Q. When you’re going through hundreds of cartoons in the archives, how do you choose?
A. There were actually over a thousand Warner Brothers cartoons. We go for ones that have a classical connection, either the orchestra music or the plot and story itself.
Q. Is the soundtrack music straight from the original score, or did the Hollywood arrangers modify it?
A. [Studio composers] Carl Stalling and Milt Franklyn were very literal in the way they used the music. The Rabbit of Seville is basically just Rossini’s overture to The Barber of Seville. A Corny Concerto is literally Johann Strauss. It’s not cartoony. That’s why an orchestra like the Milwaukee Symphony can play it so well.
Q. What’s the style of the music in the new cartoons?
A. They have original music by Chris Lennertz. He’s definitely doing his own thing. It’s more contemporary.
Q. What does it say about the 1930s and ’40s and ’50s that classical music was popular in cartoons?

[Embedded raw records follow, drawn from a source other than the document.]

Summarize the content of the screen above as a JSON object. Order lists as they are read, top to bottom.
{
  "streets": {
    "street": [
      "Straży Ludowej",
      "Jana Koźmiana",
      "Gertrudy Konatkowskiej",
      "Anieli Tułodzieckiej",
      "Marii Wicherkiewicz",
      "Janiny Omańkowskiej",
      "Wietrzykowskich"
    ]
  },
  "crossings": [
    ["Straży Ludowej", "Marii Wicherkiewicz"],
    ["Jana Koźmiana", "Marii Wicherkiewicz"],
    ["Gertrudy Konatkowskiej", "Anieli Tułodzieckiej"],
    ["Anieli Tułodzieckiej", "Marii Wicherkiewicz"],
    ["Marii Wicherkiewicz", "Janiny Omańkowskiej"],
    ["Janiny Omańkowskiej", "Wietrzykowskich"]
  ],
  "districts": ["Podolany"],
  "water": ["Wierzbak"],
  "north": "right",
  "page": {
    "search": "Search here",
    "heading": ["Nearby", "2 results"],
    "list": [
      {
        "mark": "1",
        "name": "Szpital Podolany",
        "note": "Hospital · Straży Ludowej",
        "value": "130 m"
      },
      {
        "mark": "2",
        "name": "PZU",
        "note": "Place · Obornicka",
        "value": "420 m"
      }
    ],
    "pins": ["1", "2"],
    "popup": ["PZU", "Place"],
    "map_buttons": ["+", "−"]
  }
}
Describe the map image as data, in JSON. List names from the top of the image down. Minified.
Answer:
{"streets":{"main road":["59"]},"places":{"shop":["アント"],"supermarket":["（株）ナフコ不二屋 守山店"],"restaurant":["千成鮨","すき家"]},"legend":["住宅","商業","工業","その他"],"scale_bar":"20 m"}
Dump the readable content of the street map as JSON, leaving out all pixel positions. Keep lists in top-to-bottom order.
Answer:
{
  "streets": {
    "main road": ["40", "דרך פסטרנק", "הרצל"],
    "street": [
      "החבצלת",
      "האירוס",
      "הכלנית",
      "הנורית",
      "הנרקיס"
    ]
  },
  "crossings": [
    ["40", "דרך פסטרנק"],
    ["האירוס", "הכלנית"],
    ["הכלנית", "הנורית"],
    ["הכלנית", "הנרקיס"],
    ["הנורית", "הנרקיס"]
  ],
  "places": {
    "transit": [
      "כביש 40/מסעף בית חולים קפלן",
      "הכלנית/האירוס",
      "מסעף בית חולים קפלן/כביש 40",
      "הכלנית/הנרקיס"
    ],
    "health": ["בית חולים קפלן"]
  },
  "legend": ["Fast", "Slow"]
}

A. High culture was very popular during that time. Everyone listened to classical music on the radio and saw it in the cinema. Everyone knew who Horowitz was, and the great singers, so it was really funny to the public. And [cartoon director] Chuck Jones was poking fun at the pompousness of classical music.
Q. Did you think 30 years ago that this concert would become so popular?
A. No, I thought I’d go back to my orchestra-opera-ballet career, but this took on a life of its own. We’ve done it with 300 orchestras, and this is our fourth time with the Milwaukee Symphony. We’ve played it to 3 million people.
Q. You mentioned ballet, and I’ve heard that conducting film is similar to ballet because the beat has to be exactly the same every time.
A. Not for that reason. You’re working with different casts of dancers, and some like it faster and some like it slower. But they’re both about fitting music to movement. The cartoon is the thing, and the music supports the cartoon, just like in ballet, music supports the dancers.
Q. How do audiences respond to the show?
A. They go nuts. Some of them have tears in their eyes, because they love this material so much and they’ve known it all their life. Also, these cartoons were made for a movie theater, not a TV, or a phone nowadays. You notice a lot more detail, because everything is bigger. And audience laughter is really part of the soundtrack. The cartoons are timed for audience response, and you suddenly realize, oh, that’s why that little pause is there.